China's Deputy Finance Minister Zhu Guangyao sounded decidedly condescending when he reminded the U.S. that "the clock is ticking." "We hope the United States understand the lessons of history," he lectured, noting the U.S. credit-rating downgrade by Standard & Poor's after the previous such crisis in 2011. China owns at least $1.3 trillion of U.S. government debt, so its officials feel entitled to call on their U.S. counterparts to show some responsibility.

Germany, holding a mere $55 billion of U.S. debt, is irritated at the way the U.S. is shirking its role as the Western world's leader. The government shutdown is holding up trade talks between Washington and Brussels, and President Barack Obama had to skip an Asia-Pacific Economic Cooperation meeting this week, ceding valuable ground to the leaders of China and Russia.

"The American self-blockade is shocking," the newspaper Handelsblatt quoted Karl Georg Wellmann, a foreign policy expert with Germany's Christian Democratic Union party, as saying. "It undermines their position as a Western power."

QuickTake: The Debt Ceiling

Chiding and condescension from the rest of the world isn't what the sole remaining great power needs to enhance its reputation.

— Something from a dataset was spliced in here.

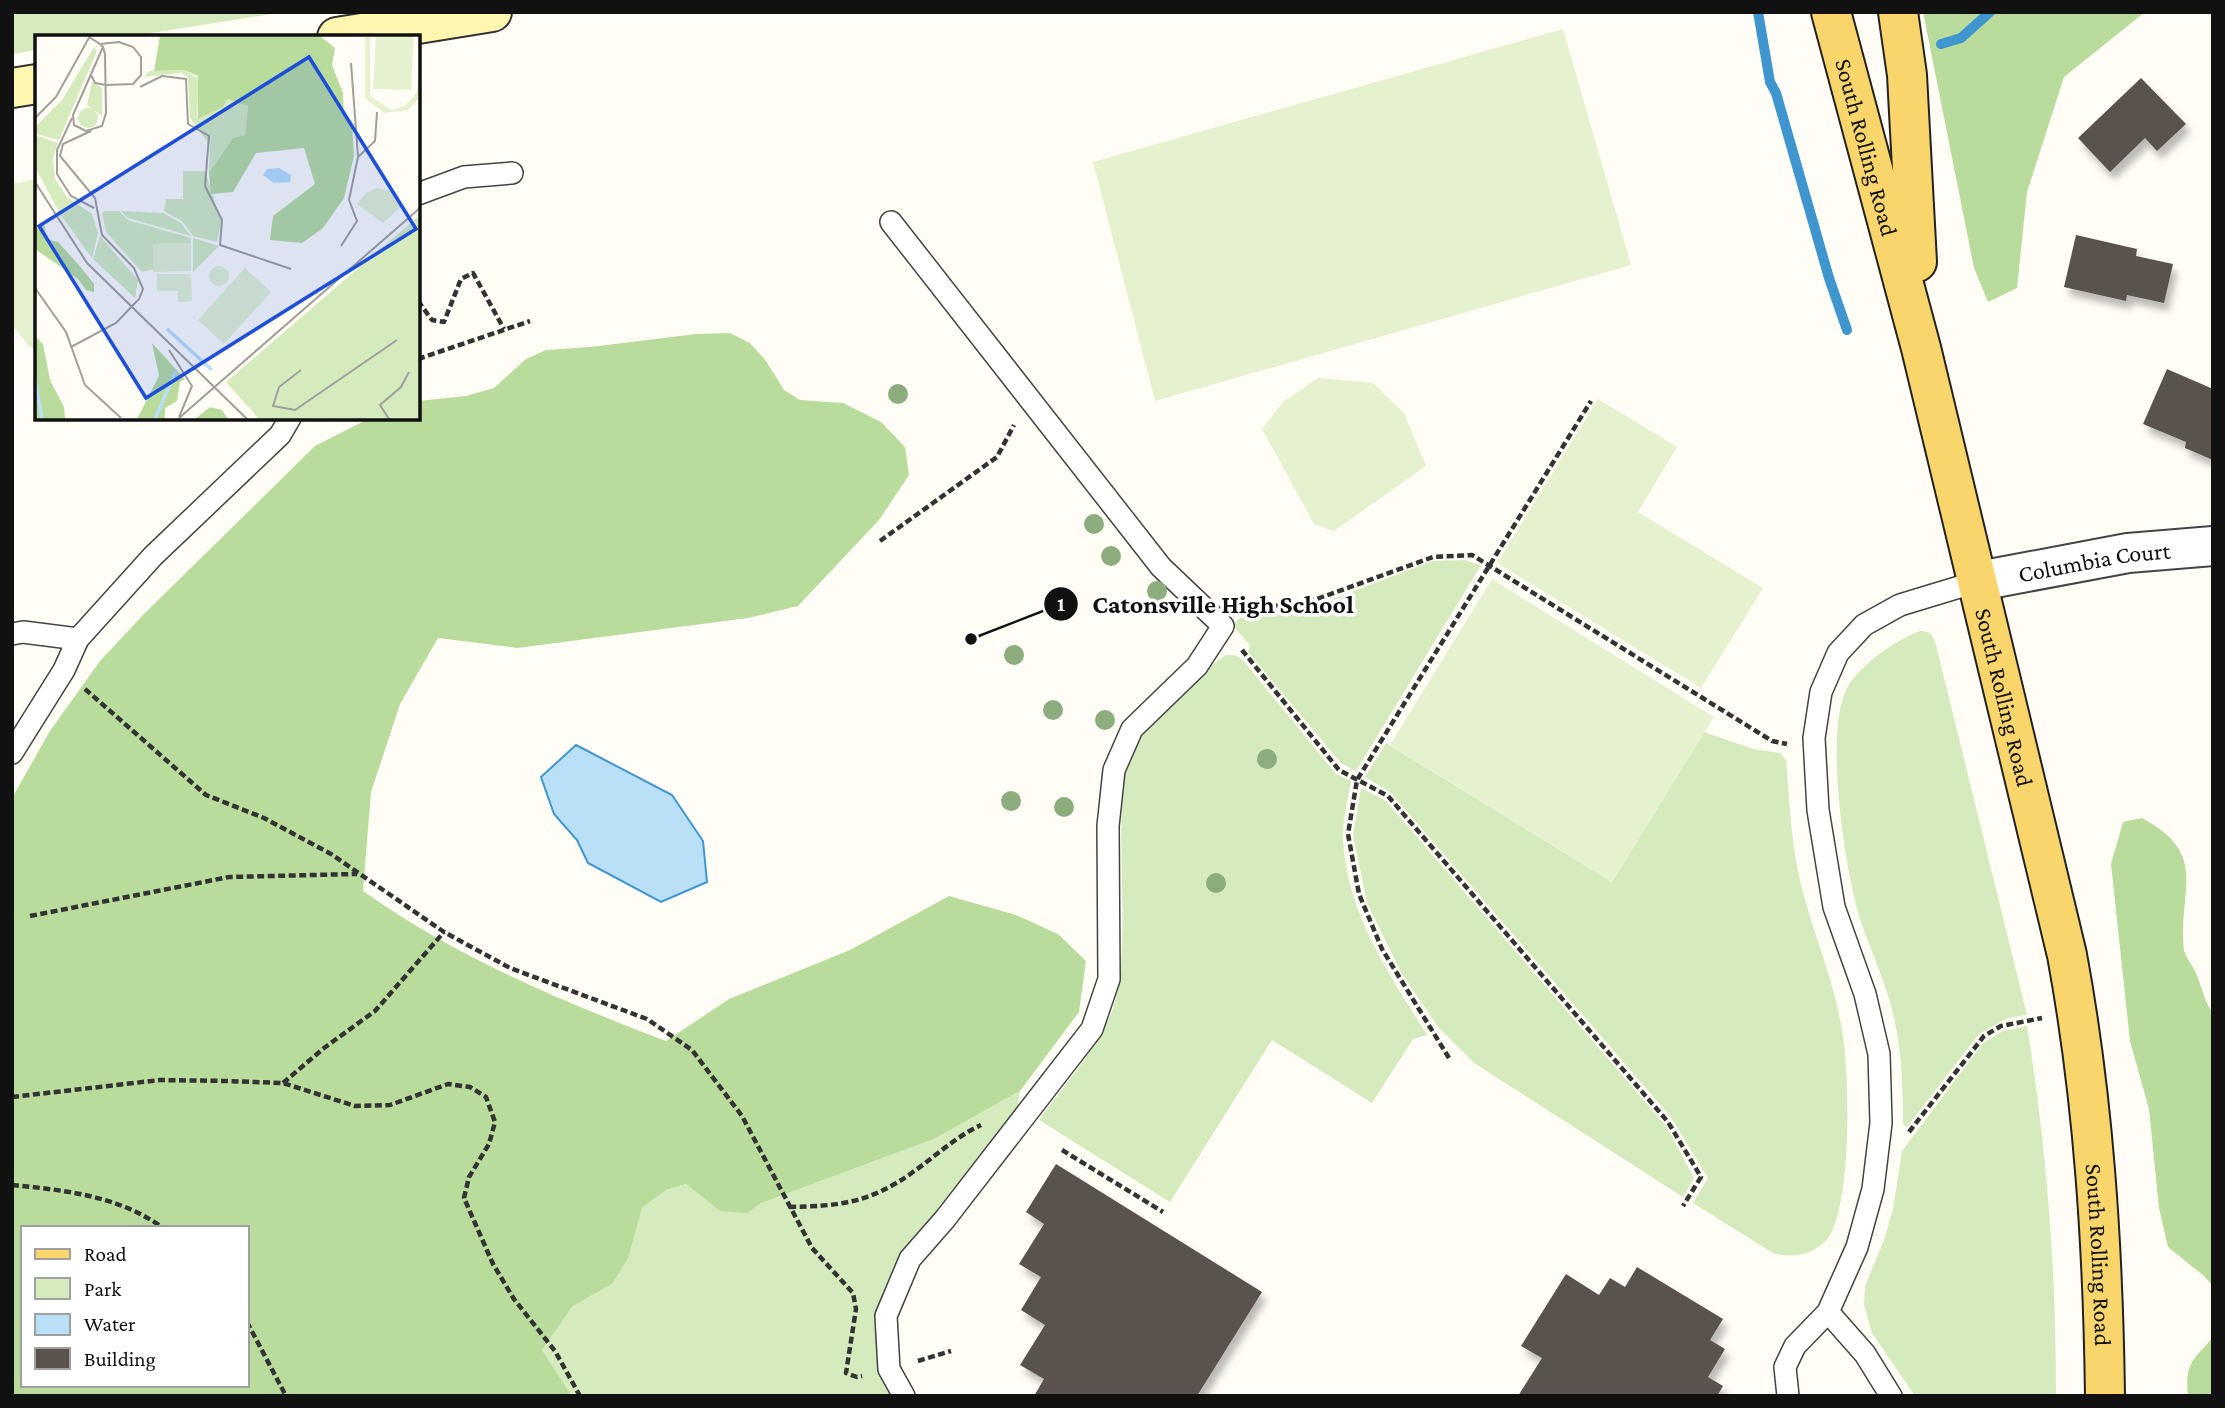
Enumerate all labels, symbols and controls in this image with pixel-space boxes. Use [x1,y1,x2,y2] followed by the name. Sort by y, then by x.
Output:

Few of the foreign commentators understand that Obama's stand on the debt crisis is so rigid for the same reason he was so determined to launch airstrikes against Syria: Two years ago, he promised, before witnesses, never to negotiate with Republicans on the debt ceiling again.

Bob Woodward, in his book ``The Price of Politics,'' described the cathartic moment after Obama and House Speaker John Boehner made the deal that averted a U.S. default in 2011:

“Do we have a deal?” Obama asked. Boehner said they did. “Congratulations,” he said. “Congratulations to you too, John.” Then Obama turned to the staffers in the room. “Let’s not do this again,” he said. “We’re not going to negotiate on the debt limit ever again.”

The humiliation of the extended negotiations, the endless bickering over relatively trivial matters such as tactical cuts to defense spending or Medicaid, the ever-present threat of default that, to some participants, made the process look like the Cuban missile crisis -- Obama has vowed never to go through any of this again. For him, standing firm and staring down his opponents is the only way to make sure the debt limit will never again be used for political bargaining.

As with Syria, Obama will only step away from the brink if a novel solution arises to break the stalemate. In the Syrian case, Russia convinced President Bashar al-Assad to agree to chemical disarmament, and Obama gratefully stepped back from ordering airstrikes. In the current crisis, too, he needs a way out.

To outsiders, this may look like stubbornness. In fact, it's an example of commitment, just the kind people expect from the leader of a superpower. Obama knows, after all, that unorthodox solutions exist: The minting of a trillion dollar coin, or the issuance of bonds at prices far exceeding their face value. Such moves would be undesirable, but so would forcing Obama to renege on his two-year-old decision never to negotiate the debt ceiling again.